Task details: Pick out every line of the entries below where "text" occurs, and copy those lines.

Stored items
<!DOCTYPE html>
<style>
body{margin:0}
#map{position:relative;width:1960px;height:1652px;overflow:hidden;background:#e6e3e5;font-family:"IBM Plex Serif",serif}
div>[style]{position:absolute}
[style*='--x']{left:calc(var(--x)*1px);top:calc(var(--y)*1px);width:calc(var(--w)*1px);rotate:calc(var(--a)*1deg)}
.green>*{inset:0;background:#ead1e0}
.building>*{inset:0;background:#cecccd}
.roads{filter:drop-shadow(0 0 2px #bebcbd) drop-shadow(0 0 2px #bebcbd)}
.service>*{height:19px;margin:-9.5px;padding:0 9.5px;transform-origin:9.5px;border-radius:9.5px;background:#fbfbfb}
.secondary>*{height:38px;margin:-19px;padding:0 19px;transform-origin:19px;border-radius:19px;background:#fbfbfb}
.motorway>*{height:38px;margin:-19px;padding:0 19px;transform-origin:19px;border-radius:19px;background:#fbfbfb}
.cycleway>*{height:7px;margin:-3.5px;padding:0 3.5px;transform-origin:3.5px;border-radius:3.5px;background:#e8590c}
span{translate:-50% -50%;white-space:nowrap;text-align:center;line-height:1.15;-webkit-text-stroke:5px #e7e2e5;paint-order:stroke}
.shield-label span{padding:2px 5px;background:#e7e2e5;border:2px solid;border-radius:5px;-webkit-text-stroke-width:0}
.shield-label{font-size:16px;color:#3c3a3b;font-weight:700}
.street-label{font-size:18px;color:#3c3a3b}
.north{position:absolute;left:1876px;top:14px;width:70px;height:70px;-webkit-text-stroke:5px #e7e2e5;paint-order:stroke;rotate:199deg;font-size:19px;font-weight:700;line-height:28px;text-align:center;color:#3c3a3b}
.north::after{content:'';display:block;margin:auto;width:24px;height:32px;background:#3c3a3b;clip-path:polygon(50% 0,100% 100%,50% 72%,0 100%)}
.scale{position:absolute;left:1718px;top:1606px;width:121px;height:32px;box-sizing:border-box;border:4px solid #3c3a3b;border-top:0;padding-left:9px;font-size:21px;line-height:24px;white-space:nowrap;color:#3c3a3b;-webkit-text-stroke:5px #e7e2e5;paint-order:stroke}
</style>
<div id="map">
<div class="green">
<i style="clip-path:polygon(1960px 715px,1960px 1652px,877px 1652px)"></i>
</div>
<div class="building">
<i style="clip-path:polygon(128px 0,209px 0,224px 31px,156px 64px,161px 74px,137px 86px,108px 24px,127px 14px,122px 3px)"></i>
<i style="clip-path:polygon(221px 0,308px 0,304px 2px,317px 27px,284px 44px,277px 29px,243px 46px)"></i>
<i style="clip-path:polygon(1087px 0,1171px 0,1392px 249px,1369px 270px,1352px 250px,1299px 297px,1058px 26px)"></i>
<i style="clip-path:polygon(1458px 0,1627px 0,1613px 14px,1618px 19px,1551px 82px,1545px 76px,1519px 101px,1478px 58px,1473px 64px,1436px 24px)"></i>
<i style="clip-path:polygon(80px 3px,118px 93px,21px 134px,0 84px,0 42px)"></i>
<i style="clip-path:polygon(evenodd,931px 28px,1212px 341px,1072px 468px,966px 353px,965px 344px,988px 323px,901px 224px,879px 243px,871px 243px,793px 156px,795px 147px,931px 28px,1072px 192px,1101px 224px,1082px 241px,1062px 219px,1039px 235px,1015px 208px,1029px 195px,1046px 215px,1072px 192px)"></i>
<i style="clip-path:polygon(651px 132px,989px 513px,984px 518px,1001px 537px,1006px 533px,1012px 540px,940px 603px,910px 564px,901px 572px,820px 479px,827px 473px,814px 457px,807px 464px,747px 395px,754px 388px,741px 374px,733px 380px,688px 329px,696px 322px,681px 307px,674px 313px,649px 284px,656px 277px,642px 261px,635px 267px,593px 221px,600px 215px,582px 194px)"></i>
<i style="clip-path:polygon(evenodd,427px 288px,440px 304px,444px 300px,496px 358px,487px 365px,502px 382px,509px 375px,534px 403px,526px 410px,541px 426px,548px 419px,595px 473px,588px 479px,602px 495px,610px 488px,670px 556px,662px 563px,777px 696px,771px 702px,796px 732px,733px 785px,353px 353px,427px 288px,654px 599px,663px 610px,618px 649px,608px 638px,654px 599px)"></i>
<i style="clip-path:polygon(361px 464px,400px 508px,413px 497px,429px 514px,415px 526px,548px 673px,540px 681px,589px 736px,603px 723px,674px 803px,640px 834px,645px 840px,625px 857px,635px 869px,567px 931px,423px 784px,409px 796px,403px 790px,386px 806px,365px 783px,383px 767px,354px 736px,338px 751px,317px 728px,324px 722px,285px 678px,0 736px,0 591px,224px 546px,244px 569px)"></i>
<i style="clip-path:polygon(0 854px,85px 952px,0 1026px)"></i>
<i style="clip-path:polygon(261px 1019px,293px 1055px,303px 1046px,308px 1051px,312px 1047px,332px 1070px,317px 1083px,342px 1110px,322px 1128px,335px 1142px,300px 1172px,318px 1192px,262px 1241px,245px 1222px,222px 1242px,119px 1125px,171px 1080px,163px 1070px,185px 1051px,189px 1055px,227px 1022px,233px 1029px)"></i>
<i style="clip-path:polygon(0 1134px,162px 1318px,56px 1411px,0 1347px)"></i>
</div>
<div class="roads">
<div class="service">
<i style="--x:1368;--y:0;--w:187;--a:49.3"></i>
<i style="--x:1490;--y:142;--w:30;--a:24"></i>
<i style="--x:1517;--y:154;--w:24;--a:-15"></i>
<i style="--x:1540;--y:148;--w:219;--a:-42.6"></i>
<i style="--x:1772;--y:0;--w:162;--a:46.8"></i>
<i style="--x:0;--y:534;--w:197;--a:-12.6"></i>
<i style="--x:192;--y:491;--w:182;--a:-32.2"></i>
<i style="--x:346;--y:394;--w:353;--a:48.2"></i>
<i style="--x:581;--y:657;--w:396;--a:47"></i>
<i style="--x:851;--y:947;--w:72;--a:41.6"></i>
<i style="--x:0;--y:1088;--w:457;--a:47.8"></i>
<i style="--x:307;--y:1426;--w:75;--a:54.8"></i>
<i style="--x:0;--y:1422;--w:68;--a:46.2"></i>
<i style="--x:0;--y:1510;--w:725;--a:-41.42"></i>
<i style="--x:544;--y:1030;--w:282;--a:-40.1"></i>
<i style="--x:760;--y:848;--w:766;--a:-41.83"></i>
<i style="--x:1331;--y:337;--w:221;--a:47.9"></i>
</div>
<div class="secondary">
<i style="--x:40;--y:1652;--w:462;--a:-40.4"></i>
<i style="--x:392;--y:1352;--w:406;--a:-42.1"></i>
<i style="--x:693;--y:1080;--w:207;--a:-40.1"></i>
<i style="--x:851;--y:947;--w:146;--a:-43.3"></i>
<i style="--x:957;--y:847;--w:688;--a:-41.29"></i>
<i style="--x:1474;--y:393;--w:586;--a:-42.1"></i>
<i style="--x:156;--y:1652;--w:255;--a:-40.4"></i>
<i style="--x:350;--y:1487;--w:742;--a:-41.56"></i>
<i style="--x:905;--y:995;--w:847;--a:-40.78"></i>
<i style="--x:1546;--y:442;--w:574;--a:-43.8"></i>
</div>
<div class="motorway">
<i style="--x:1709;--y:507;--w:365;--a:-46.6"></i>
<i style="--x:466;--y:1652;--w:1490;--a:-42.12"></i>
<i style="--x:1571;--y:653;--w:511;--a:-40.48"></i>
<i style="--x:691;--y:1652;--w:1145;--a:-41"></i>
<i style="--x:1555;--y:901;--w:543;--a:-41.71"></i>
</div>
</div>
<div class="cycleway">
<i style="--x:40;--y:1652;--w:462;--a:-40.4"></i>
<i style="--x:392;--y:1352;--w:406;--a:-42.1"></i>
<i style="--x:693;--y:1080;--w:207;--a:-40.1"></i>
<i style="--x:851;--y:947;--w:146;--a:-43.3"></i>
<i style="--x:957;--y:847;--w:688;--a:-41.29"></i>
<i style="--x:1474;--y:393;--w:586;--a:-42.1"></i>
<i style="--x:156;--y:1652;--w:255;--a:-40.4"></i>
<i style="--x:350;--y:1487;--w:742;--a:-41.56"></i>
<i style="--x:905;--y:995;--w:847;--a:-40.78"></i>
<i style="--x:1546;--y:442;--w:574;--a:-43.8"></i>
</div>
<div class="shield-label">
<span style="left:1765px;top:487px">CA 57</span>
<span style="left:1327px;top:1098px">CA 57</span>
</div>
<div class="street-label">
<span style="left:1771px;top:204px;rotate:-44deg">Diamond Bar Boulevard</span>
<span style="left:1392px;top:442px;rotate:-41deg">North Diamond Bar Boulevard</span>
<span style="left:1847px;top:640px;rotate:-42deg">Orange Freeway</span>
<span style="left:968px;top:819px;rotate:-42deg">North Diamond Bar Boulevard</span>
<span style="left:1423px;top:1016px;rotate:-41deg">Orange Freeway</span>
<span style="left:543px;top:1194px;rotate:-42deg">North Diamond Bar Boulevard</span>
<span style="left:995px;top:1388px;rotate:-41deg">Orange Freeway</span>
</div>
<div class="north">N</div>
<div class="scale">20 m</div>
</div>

Your response:
span{translate:-50% -50%;white-space:nowrap;text-align:center;line-height:1.15;-webkit-text-stroke:5px #e7e2e5;paint-order:stroke}
.shield-label span{padding:2px 5px;background:#e7e2e5;border:2px solid;border-radius:5px;-webkit-text-stroke-width:0}
.north{position:absolute;left:1876px;top:14px;width:70px;height:70px;-webkit-text-stroke:5px #e7e2e5;paint-order:stroke;rotate:199deg;font-size:19px;font-weight:700;line-height:28px;text-align:center;color:#3c3a3b}
.scale{position:absolute;left:1718px;top:1606px;width:121px;height:32px;box-sizing:border-box;border:4px solid #3c3a3b;border-top:0;padding-left:9px;font-size:21px;line-height:24px;white-space:nowrap;color:#3c3a3b;-webkit-text-stroke:5px #e7e2e5;paint-order:stroke}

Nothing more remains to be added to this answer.